───── DATA SECTION ─────

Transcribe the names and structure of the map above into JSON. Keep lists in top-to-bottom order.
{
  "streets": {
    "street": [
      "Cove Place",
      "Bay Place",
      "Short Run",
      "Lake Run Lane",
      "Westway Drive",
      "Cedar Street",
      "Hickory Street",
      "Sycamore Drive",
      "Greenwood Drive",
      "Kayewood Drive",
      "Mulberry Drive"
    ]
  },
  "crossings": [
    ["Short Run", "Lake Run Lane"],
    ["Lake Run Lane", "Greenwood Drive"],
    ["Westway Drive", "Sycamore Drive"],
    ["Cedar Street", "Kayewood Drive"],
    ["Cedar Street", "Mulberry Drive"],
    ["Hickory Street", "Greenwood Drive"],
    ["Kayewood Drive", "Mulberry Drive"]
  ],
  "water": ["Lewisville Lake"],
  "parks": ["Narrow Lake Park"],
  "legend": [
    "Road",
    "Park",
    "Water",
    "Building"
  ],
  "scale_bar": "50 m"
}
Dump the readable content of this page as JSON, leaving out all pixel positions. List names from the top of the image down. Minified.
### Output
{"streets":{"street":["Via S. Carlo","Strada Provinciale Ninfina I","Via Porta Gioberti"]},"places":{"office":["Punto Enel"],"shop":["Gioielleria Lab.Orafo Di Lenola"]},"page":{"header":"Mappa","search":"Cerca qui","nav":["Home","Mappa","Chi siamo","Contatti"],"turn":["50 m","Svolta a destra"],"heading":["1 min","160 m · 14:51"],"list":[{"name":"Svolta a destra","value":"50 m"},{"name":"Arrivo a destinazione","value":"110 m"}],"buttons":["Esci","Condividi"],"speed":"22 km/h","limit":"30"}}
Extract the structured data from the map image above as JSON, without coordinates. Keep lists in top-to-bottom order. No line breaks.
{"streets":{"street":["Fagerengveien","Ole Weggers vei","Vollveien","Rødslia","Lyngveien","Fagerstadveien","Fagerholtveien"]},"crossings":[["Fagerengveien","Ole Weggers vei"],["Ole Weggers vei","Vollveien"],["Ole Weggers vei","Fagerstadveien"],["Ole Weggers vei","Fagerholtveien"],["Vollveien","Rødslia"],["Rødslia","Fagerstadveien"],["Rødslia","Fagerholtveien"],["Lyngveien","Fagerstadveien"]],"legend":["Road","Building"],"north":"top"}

─────

BRIEF = Nothing is to be left out; every record above must be repeated exactly.

RESULT BELOW =
Transcribe the names and structure of the map above into JSON. Keep lists in top-to-bottom order.
{
  "streets": {
    "street": [
      "Cove Place",
      "Bay Place",
      "Short Run",
      "Lake Run Lane",
      "Westway Drive",
      "Cedar Street",
      "Hickory Street",
      "Sycamore Drive",
      "Greenwood Drive",
      "Kayewood Drive",
      "Mulberry Drive"
    ]
  },
  "crossings": [
    ["Short Run", "Lake Run Lane"],
    ["Lake Run Lane", "Greenwood Drive"],
    ["Westway Drive", "Sycamore Drive"],
    ["Cedar Street", "Kayewood Drive"],
    ["Cedar Street", "Mulberry Drive"],
    ["Hickory Street", "Greenwood Drive"],
    ["Kayewood Drive", "Mulberry Drive"]
  ],
  "water": ["Lewisville Lake"],
  "parks": ["Narrow Lake Park"],
  "legend": [
    "Road",
    "Park",
    "Water",
    "Building"
  ],
  "scale_bar": "50 m"
}
Dump the readable content of this page as JSON, leaving out all pixel positions. List names from the top of the image down. Minified.
### Output
{"streets":{"street":["Via S. Carlo","Strada Provinciale Ninfina I","Via Porta Gioberti"]},"places":{"office":["Punto Enel"],"shop":["Gioielleria Lab.Orafo Di Lenola"]},"page":{"header":"Mappa","search":"Cerca qui","nav":["Home","Mappa","Chi siamo","Contatti"],"turn":["50 m","Svolta a destra"],"heading":["1 min","160 m · 14:51"],"list":[{"name":"Svolta a destra","value":"50 m"},{"name":"Arrivo a destinazione","value":"110 m"}],"buttons":["Esci","Condividi"],"speed":"22 km/h","limit":"30"}}
Extract the structured data from the map image above as JSON, without coordinates. Keep lists in top-to-bottom order. No line breaks.
{"streets":{"street":["Fagerengveien","Ole Weggers vei","Vollveien","Rødslia","Lyngveien","Fagerstadveien","Fagerholtveien"]},"crossings":[["Fagerengveien","Ole Weggers vei"],["Ole Weggers vei","Vollveien"],["Ole Weggers vei","Fagerstadveien"],["Ole Weggers vei","Fagerholtveien"],["Vollveien","Rødslia"],["Rødslia","Fagerstadveien"],["Rødslia","Fagerholtveien"],["Lyngveien","Fagerstadveien"]],"legend":["Road","Building"],"north":"top"}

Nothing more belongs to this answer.